In a meeting held on March 3, the RBA announced it would be cutting the cash rate by 25 basis points (bps) to 0.50 percent, its lowest on record, according to recent figures.

Several hours later, the U.S. Federal Reserve also took action to cut interest rates by half a percentage point, between 1 and 1.25 percent, in its first emergency measure since the 2008 global financial crisis.

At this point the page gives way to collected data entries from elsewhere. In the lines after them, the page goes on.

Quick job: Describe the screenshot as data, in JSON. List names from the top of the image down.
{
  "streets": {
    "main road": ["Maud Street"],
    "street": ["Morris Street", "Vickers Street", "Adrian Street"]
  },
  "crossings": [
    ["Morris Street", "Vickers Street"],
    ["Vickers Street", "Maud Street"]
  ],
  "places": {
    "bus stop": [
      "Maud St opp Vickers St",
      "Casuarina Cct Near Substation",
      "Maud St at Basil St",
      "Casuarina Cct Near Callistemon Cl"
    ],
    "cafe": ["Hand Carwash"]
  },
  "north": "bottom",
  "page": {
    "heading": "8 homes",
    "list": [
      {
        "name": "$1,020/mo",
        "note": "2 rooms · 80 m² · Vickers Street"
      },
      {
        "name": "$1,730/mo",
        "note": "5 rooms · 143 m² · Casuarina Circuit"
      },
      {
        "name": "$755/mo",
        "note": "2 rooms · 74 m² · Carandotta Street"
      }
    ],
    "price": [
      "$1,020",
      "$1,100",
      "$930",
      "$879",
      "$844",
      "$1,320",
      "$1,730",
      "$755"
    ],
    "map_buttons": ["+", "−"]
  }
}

The cuts in Australia and the U.S. are designed to boost demand to assist in easing pressure for local businesses and homeowners. It marks the first cut for Aussies this year and is further evidence that central bankers are becoming weary of the continuing threat the coronavirus poses on global growth.

"The coronavirus has clouded the near-term outlook for the global economy and means that global growth in the first half of 2020 will be lower than earlier expected," the RBA board said in a recent media release.

Solutions, like that of America's quantitative easing (QE) programs, have not been ruled out by the RBA, with preparations being made for additional rate cuts to ease monetary conditions even further.

In a recent tweet commenting on the RBA's decision, U.S. President Donald Trump said the U.S. fell behind "others" when it came to lowering interest rates, which were currently applying pressure to U.S. exporters.

Still, in the face of a looming recession, cryptocurrencies have failed to attract new capital to the fore as investors look to cash as the safest investment vehicle.

The global slowdown in growth for stocks and bonds have so far failed to translate into higher prices for digital assets, which have intermittently held the status as a risk-off asset, forcing investors to play a much more dangerous game.

"When things go from bad to very very bad like they did last week, investors take leverage down as fast as they can. They book profits to make up for other losses. Ouch," Galaxy Digital Chief Executive Michael Novogratz said in a recent tweet.

Flight to safety

Bitcoin's (BTC) role as a safe-haven asset continues to be questioned after it dropped 2 percent on Monday amid the backdrop of the U.S. Fed's decision to cut rates. Prices have since then rebounded by about 2.5 percent but have failed to attract further investment on the day.

It comes at a time when the world's second-largest economy, China, also a large participant of crypto mining, is deeply caught up in one of the worst contagions in recent memory.

Conventional crypto wisdom holds that loose monetary and fiscal policies would be a net positive for the crypto markets, with capital flowing from stocks to digital assets. However, it would appear that traditional investors have been playing it safe, sticking to well-worn strategies by remaining liquid with cash reserves and avoiding what some would perceive as risky investment decisions.

"Unlike traditional safe havens such as gold or the [U.S. dollar], the BTC market is a speculative one with high volatility, which might explain why they are failing to act as a safe haven asset," said Nemo Qin, markets analyst at eToro.

"While gold has been rallying since Sunday evening, crypto assets including BTC continue to face heavy sell-offs amid the growing global epidemic, challenging bitcoin’s safe-haven status," Qin added.

Bitcoin is currently changing hands at around $8,719 after remaining somewhat steady throughout most of Asia's March 4 trading period, with relatively low levels of intraday trading volume at press time, Bitstamp data shows.